A recent systematic review and meta-analysis found there was a lack of consensus regarding risk factors for cerebral vasospasm in aneurysmal subarachnoid hemorrhage (aSAH).
To identify risk factors associated with increased likelihood of cerebral vasospasm following aSAH using the largest, all-payer, inpatient database in the U.S.
The Nationwide Readmissions Database (2016) was queried using ICD-10 codes to identify patients (age ≥ 18) treated (coiling or clipping) for aSAH. Exposure variables included demographics, comorbidities, location and clinical grade of aSAH, treatment type, and laboratory anomalies. Multivariable analysis was conducted to identify factors independently associated with cerebral vasospasm (ICD-10 code I67.84).
The rate of vasospasm was 28.1% in 8,346 patients with treated aSAH. In multivariable analysis, vasospasm risk was inversely proportional to age (P<0.001). Substance abuse, particularly tobacco smoking and cocaine, were associated with vasospasm (P<0.05). Advanced SAH severity (Hunt Hess 2 or greater) approximately doubled risk of vasospasm (P<0.001).

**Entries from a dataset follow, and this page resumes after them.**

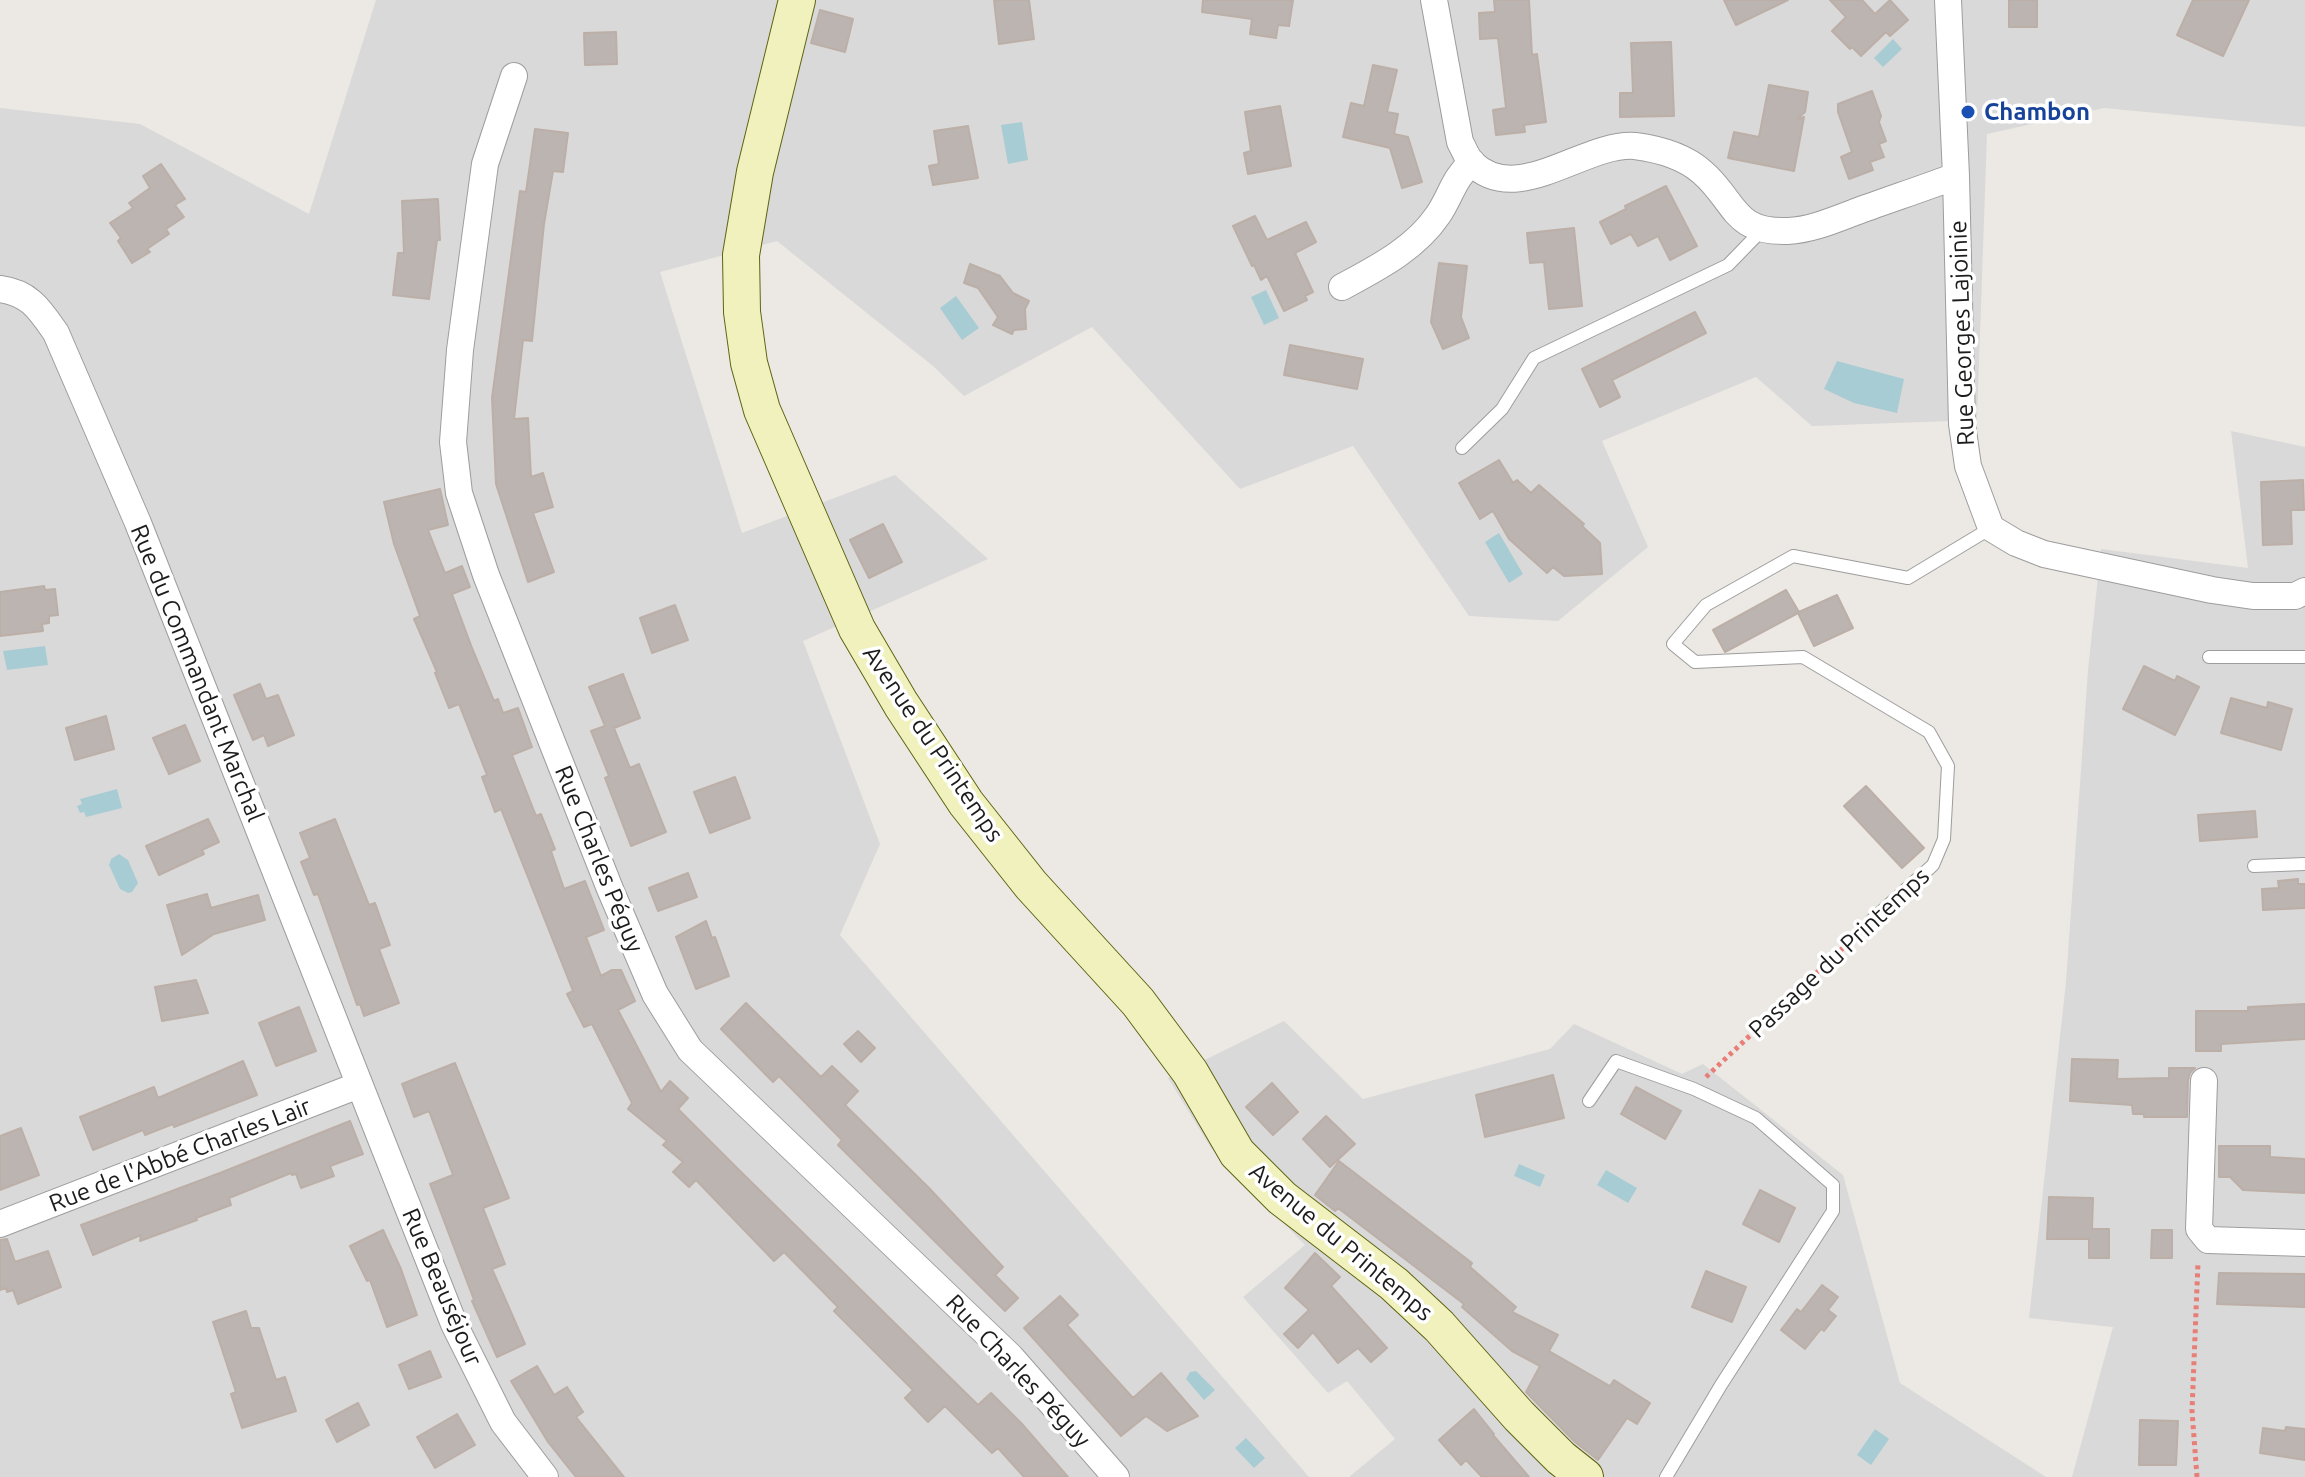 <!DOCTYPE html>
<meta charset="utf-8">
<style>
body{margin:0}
canvas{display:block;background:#ece8e3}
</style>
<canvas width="2305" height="1477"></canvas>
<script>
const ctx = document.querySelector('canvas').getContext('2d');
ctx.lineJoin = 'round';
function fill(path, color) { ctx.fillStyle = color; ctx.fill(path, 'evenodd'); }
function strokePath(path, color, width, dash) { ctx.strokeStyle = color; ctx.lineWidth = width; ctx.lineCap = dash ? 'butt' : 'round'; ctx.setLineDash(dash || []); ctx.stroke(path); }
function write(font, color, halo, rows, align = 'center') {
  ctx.font = font + ' Ubuntu,sans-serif'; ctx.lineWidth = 7; ctx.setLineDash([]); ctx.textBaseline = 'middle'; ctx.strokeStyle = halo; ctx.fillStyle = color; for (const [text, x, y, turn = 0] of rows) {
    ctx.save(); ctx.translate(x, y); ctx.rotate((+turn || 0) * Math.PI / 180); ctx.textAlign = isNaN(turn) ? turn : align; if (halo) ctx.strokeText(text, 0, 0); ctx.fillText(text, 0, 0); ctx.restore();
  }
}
const residential = new Path2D(`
 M376,0H2305V127L2104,108L1987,134L1977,420L1812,426L1756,377L1602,441L1648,547L1558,621L1469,616L1353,446L1240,489L1092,327L964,396L933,366L777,241L660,272L742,533L895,475L988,559L803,641L880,844L840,935L1309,1477H0V108L140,124L309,214Z
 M2231,431L2305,447V1477H2072L2113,1327L2029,1318L2066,982L2088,670L2101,549L2248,568Z
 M1284,1021L1363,1099L1550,1049L1574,1024L1682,1074L1703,1064L1843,1175L1900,1383L2046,1477H1349L1395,1439L1347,1381L1328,1393L1243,1297L1305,1245L1211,1148L1168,1078Z`);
const water = new Path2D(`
 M1893,39L1902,49L1883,67L1874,58Z
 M1022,122L1028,160L1008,164L1001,125Z
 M1266,290L1279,318L1264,325L1251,297Z
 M956,296L979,328L962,340L940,308Z
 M1837,361L1904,379L1897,413L1854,403L1824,389Z
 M1499,533L1523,574L1509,583L1485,542Z
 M45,646L48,665L7,670L3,651Z
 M117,789L122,808L86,817L84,812L80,813L77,806L82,804L80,799Z
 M119,854L128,860L138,883L132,892L128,893L120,889L109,865L111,859Z
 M1519,1164L1545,1175L1540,1187L1514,1176Z
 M1606,1170L1637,1188L1628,1203L1597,1185Z
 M1196,1371L1215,1390L1204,1400L1186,1379L1190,1372Z
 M1875,1429L1889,1439L1871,1465L1857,1455Z
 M1246,1438L1265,1458L1254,1468L1235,1448Z`);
const building = new Path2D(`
 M994,0H1029L1034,39L999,44Z
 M1203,0H1293L1289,26L1278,25L1276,38L1250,34L1252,19L1202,12Z
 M1494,0H1529L1532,55L1537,54L1546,122L1524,125L1525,132L1496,135L1493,110L1506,108L1498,38L1480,39L1479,13L1495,12Z
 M1724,0H1788L1736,25Z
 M1830,0H1862L1875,14L1890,0L1908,20L1890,36L1886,32L1861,56L1852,47L1850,49L1832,31L1846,17Z
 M2009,0H2037V27H2009Z
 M2193,0H2249L2223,56L2177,35Z
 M820,10L853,19L845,52L811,43Z
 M616,32L617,64L585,65L584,33Z
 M1671,42L1674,116L1620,117V93H1633L1631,43Z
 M1373,65L1397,70L1387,112L1398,114L1394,134L1408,137L1422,182L1402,188L1390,148L1343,137L1351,103L1364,106Z
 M1769,85L1808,92L1805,112L1797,119L1804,117L1794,171L1728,158L1734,132L1759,137Z
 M1872,91L1881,116L1879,122L1886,141L1879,144L1884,157L1870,162L1873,170L1849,179L1841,157L1852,152L1838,112V104Z
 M1280,106L1291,166L1248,174L1244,153L1251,151L1245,112Z
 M968,126L978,178L933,185L929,166L939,164L934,131Z
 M535,129L568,133L563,172L553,171L544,224L532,341L523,340L514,419L528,418L531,477L543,473L553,507L533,513L554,572L528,582L496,484L492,398L520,191L526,192Z
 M161,164L185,199L175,205L184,217L166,229L169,234L147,249L150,252L132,263L118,241L121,238L110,223L133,208L129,203L150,188L143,176Z
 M1666,186L1697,246L1670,260L1658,236L1638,246L1631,234L1611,244L1600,222L1626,209L1625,206Z
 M438,199L440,240H437L429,299L393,295L398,253H404L402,201Z
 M1255,216L1267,240L1306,222L1316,242L1295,253L1313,292L1305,296L1307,300L1284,311L1267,276L1261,280L1254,265L1252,266L1233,226Z
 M1574,228L1582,306L1549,309L1544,262L1530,263L1527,233Z
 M1439,263L1467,266L1461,317L1469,338L1443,349L1431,322Z
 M970,264L1000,276L1013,293L1029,301L1025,309L1026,329L1014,330L1012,334L993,325L998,317L978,288L964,283Z
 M1695,312L1706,333L1612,380L1620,397L1600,407L1582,369Z
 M1290,345L1363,359L1357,389L1284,375Z
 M1499,460L1513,483L1517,480L1531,493L1539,485L1584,524L1582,526L1600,543L1602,574L1564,576L1553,567L1547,573L1509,539L1493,511L1480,519L1459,483Z
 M2303,480L2304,510H2291L2292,544L2263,545L2261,482Z
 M440,489L448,525L428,530L445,573L462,566L470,587L452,594L472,648L494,701L498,699L503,713L518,708L532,747L512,755L536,816L541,814L555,849L551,851L564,889L585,881L604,930L586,937L601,976L612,970H621L635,1001L618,1010L661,1092L670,1081L688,1098L678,1109L735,1166L978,1405L991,1393L1022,1424L1068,1477H1024L998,1448L992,1453L945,1406L928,1422L905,1398L913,1390L834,1311L838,1307L784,1252L774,1261L696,1180L689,1187L673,1172L683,1162L663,1145L667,1141L628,1109L632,1103L592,1024L584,1027L567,994L573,991L501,809L495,812L482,777L487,775L459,704L449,708L435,673L437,672L414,619L420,616L394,544L384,502Z
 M883,524L902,562L869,578L850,540Z
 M44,586L45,590L55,589L58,615L49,616V623L42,624L43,631L0,636V592Z
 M1786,590L1799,612L1837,595L1853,628L1814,646L1798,613L1725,652L1713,630Z
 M675,605L688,640L652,653L640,618Z
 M2144,666L2175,681L2177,676L2199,687L2175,735L2123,709Z
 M623,674L640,718L614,728L630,768L639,764L666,832L631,846L605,778L609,776L591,731L605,726L589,687Z
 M260,684L266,699L278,695L294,735L268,746L264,735L253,740L234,695Z
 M2231,698L2267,708L2268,702L2292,709L2281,750L2221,733Z
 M106,716L114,749L75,760L66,728Z
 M185,725L200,761L169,774L153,738Z
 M735,777L750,818L710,833L694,792Z
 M1866,786L1924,848L1902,868L1844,806Z
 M2255,811L2257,837L2200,841L2198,815Z
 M208,819L219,842L202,850L204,854L159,875L146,846Z
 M335,819L369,905L375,903L390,945L379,949L399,1003L364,1016L360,1004L357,1005L318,894L314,895L301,862L310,858L300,833Z
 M688,873L697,897L658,911L649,888Z
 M2298,879V884H2305V908L2263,910L2262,889L2279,888L2278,881Z
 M207,894L211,908L258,895L265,920L214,934L182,955L167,905Z
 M706,921L712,938L715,937L729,976L696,989L676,937Z
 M196,980L208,1013L162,1021L155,987Z
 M746,1003L821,1077L832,1066L858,1091L845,1105L929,1188L1003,1267L995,1275L1018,1298L1005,1311L838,1145L842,1140L779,1076L773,1082L721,1029Z
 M2305,1004V1039L2221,1044V1051H2196V1011H2248V1007Z
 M299,1007L316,1051L276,1066L259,1023Z
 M858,1031L875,1048L861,1062L844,1044Z
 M2072,1059L2118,1060L2117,1079L2169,1078V1068H2195L2190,1073L2188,1080L2187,1117H2144V1114H2133L2132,1105L2070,1101Z
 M243,1061L257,1095L174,1127L173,1124L145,1135L143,1130L93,1150L80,1117L154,1087L158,1098Z
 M455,1063L509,1198L483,1208L505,1264L492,1269L525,1344L497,1357L472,1301L474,1300L430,1184L453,1175L429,1111L414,1117L402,1084Z
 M1553,1075L1564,1118L1485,1137L1476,1095Z
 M1272,1083L1298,1112L1273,1135L1246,1107Z
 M1636,1087L1681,1111L1665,1139L1621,1114Z
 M1326,1116L1355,1144L1330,1167L1303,1139Z
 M350,1121L363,1154L330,1166L334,1176L301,1188L296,1174L292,1175L291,1173L229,1198L231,1205L196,1218L197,1220L140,1241L141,1235L93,1255L81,1225L220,1173Z
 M21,1128L39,1175L0,1190V1136Z
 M2219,1146H2270V1157L2305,1159V1193L2243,1190L2230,1177H2219Z
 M1339,1161L1472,1263L1470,1267L1516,1307L1512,1312L1558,1335L1549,1351L1610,1386L1614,1380L1650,1403L1637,1424L1627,1418L1598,1460L1575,1442L1526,1392L1540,1366L1512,1351L1462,1307L1464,1304L1338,1208L1335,1211L1315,1195Z
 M1760,1190L1795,1208L1779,1242L1743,1224Z
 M2049,1197L2093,1198L2092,1229H2109V1258H2089V1239H2047Z
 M383,1230L401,1269L417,1315L387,1327L370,1280L367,1281L350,1246Z
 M2152,1230H2172V1258H2151Z
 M7,1239L15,1262L48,1251L61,1287L18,1304L13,1290L7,1292L6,1288L0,1290V1240Z
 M1315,1253L1340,1277L1331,1286L1387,1348L1371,1362L1358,1348L1338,1363L1313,1332L1298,1348L1284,1334L1309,1310L1285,1288Z
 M1706,1271L1746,1287L1732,1322L1692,1307Z
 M2219,1273L2305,1274V1307L2217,1304Z
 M1822,1285L1838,1297L1828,1310L1836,1316L1824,1331L1821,1329L1805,1349L1781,1330L1797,1309L1801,1312Z
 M1060,1296L1078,1315L1067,1325L1133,1398L1161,1373L1198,1416L1167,1431L1146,1416L1121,1436L1024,1328Z
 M246,1311L251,1328H259L276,1380L285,1377L296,1411L242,1428L231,1394L236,1392L213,1322Z
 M430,1351L441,1377L409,1389L399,1365Z
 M537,1366L554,1395L567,1387L583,1412L576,1417L624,1477H576L548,1442L511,1381Z
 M358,1403L369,1425L337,1442L326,1420Z
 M1474,1409L1494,1434L1493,1435L1529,1477H1482L1466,1460L1461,1465L1439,1440Z
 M457,1414L475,1445L435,1468L417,1437Z
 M2140,1420L2178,1421L2176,1465H2139Z
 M2286,1427L2305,1429V1460L2260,1453L2263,1428L2285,1431Z`);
const path = new Path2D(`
 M1706,1077L1862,930
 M2197,1477L2192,1411L2198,1262`);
const lane = new Path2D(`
 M1462,448L1502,409L1534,358L1728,265L1762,230
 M2209,657H2305
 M2254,866L2305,864
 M1872,920L1933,865L1944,839L1948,766L1929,732L1803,657L1695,662L1673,644L1706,605L1793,556L1908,578L1991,528
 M1589,1101L1616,1061L1694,1089L1756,1118L1833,1185V1211L1721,1385L1666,1477`);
const street = new Path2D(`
 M1434,0L1460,142C1464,149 1467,158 1472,163C1517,208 1584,142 1635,146C1658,149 1684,156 1702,172C1736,201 1732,233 1788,231C1812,230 1836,219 1858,211C1891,199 1924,188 1956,176
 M1948,0L1956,176L1962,424L1968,466L1991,528L2016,543L2044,554L2212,590L2253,596H2295L2305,591
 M514,76L485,164L460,350L453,442L459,493L486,575L610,889L655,994L690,1050L1011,1357L1116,1477
 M1342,287C1377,268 1415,249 1438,215C1451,196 1453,179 1472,162
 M0,289C30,293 40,310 56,333L138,523L454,1324L503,1422L545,1477
 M2204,1081L2199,1229L2208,1240L2305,1243
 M0,1224L359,1085`);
const secondary = new Path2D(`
 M797,0L755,172L741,255L742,312L749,363L762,410L857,629L901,704L966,803L1031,885L1138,1002L1190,1072L1237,1153L1282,1198L1394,1284L1439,1326L1519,1416L1561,1458L1585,1477`);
const markers = [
 [1968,112,8,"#1a4fb4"]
];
const transitNames = [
 ["Chambon",1984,112]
];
const streetNames = [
 ["Rue Georges Lajoinie",1962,333,-92],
 ["Rue du Commandant Marchal",197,673,68],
 ["Avenue du Printemps",933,744,56],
 ["Rue Charles Péguy",599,859,68],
 ["Passage du Printemps",1839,953,-43],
 ["Rue de l'Abbé Charles Lair",180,1155,-21],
 ["Avenue du Printemps",1341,1242,40],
 ["Rue Beauséjour",442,1287,67],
 ["Rue Charles Péguy",1018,1371,47]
];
fill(residential, '#dad9d9');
fill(water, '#a8ccd4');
fill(building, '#bcb4b0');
strokePath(building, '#bcafa7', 2);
strokePath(lane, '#9d9d9d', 14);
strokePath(street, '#9d9d9d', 28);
strokePath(secondary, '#5e6412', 38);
strokePath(path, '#e77f78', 5, [4, 4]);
strokePath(lane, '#fff', 12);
strokePath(street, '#fff', 26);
strokePath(secondary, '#f0f1bc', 36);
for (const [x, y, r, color] of markers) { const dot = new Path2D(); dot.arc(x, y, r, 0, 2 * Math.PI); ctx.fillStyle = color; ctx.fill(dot); strokePath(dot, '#fff', 3); }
write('bold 24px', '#164399', '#fff', transitNames, 'left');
write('24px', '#1c1c1c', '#fff', streetNames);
</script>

Poor hemodynamic status, including anemia (OR: 1.8), hypovolemia (OR: 1.6), and hypotension (OR: 1.4) were correlated with vasospasm. Laboratory abnormalities, including leukocytosis (OR: 1.3), hyponatremia (OR: 1.4), and hypokalemia (OR: 1.3) were associated with vasospasm (all P<0.05).
In the first nationwide analysis of cerebral vasospasm, risk factors included younger age, female sex, smoking history, hemodynamic compromise, and clinical severity of aSAH. Recently proposed biomarkers, including leukocytosis and hypokalemia, were supported by our findings. This study may assist risk-stratification and earlier detection of vasospasm.